WHAT NEEDS TO BE DONE =
In the listing, find every line that has the string "controls" and copy it.

DATA TO PROCESS =
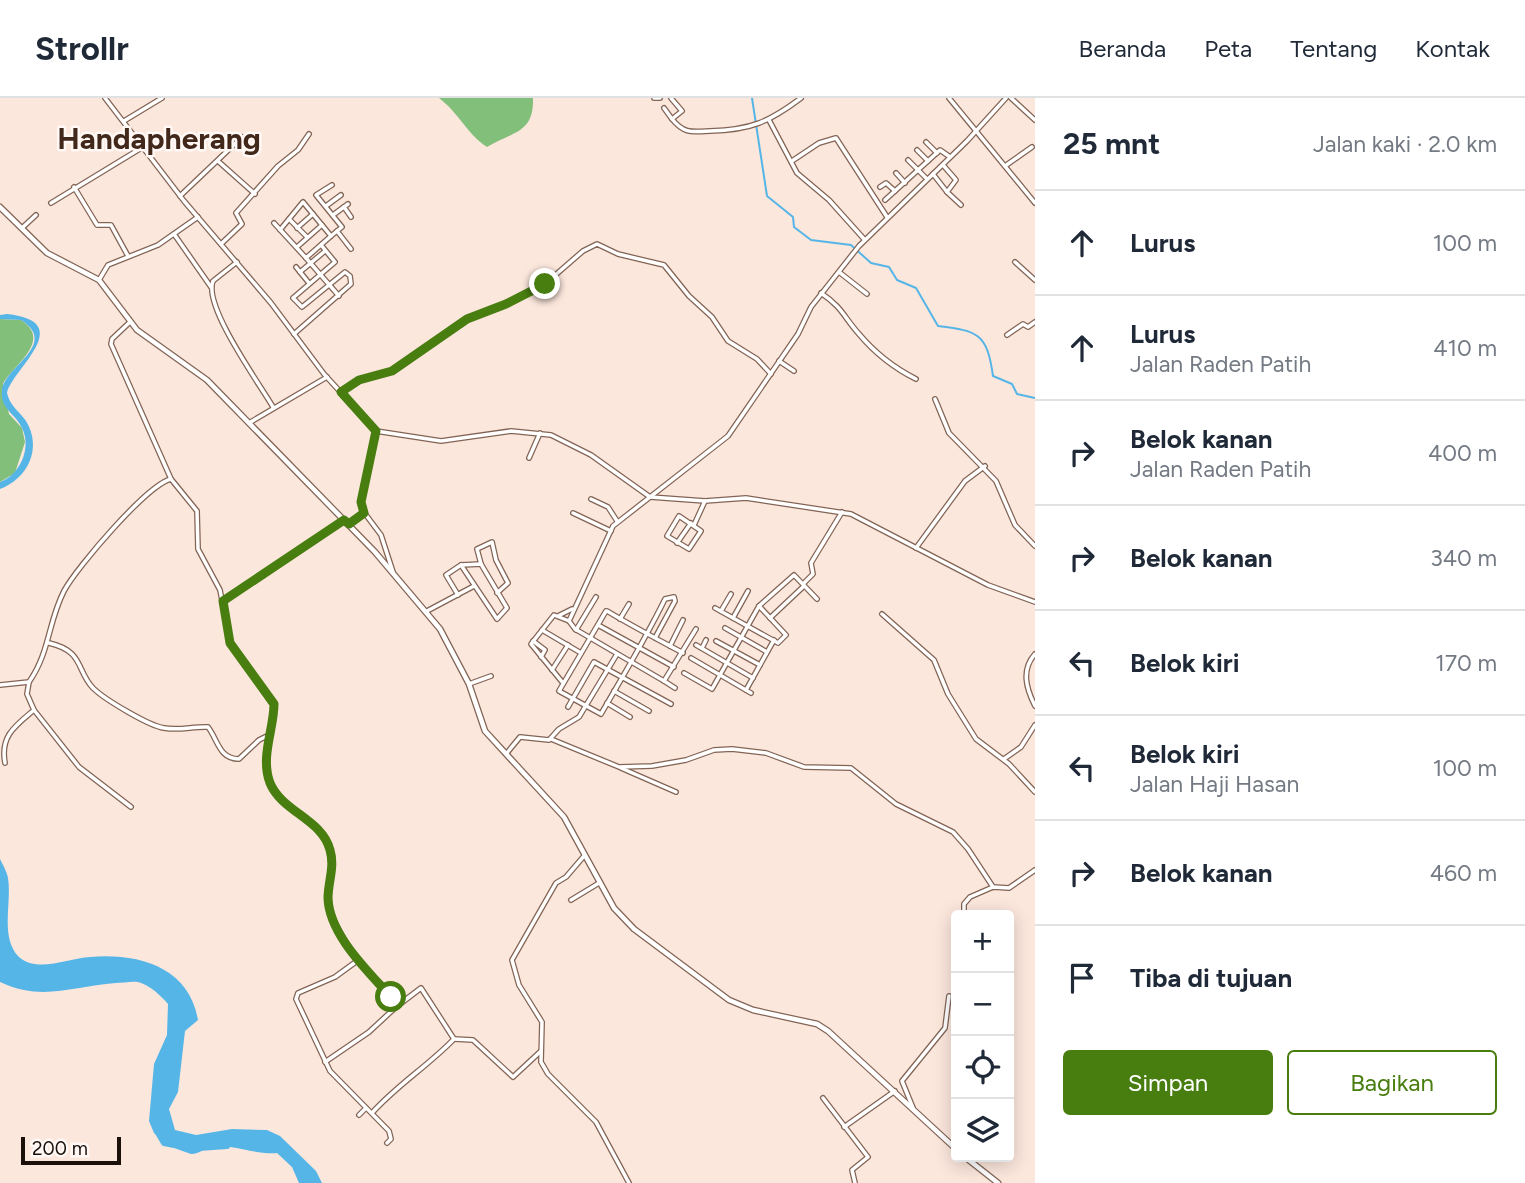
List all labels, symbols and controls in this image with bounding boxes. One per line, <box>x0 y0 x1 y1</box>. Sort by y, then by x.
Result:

==

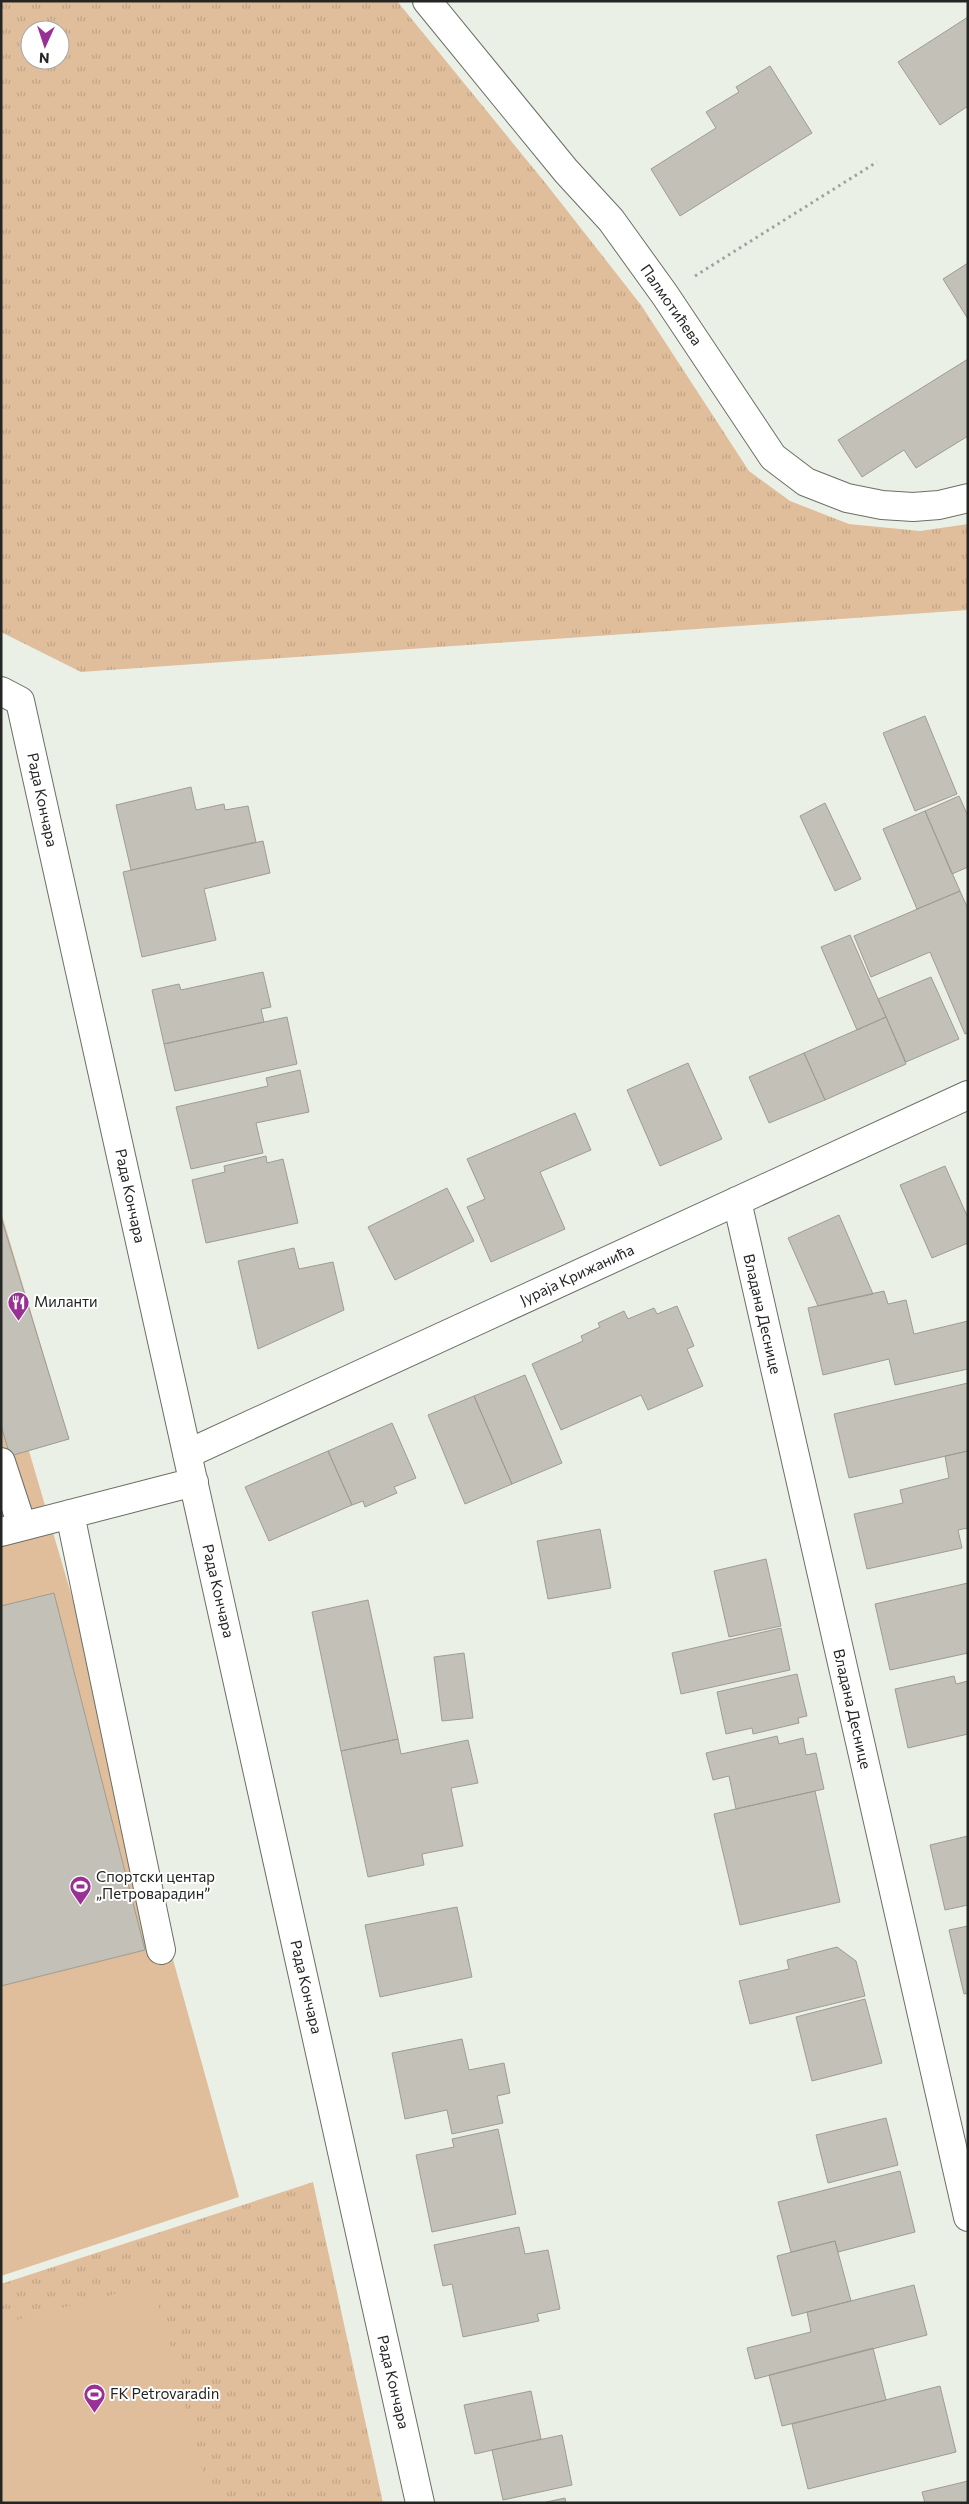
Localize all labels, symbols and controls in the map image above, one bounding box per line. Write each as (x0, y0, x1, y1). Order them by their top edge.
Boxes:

---

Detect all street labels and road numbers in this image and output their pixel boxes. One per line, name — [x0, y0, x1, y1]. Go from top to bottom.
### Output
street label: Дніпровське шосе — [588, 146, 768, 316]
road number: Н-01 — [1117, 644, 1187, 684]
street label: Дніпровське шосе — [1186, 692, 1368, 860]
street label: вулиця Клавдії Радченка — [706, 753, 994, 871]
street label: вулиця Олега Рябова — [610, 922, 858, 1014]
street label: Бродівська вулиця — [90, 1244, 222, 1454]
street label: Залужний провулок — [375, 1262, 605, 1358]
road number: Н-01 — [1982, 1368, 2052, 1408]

YOUR RESPONSE =
List all labels, symbols and controls in this image with bounding boxes. One per line, <box>x0 y0 x1 y1</box>. Sort by y, then by x.
Localize all labels, symbols and controls in the map image above, one bounding box per line. Write each as (x0, y0, x1, y1). Order them by their top edge.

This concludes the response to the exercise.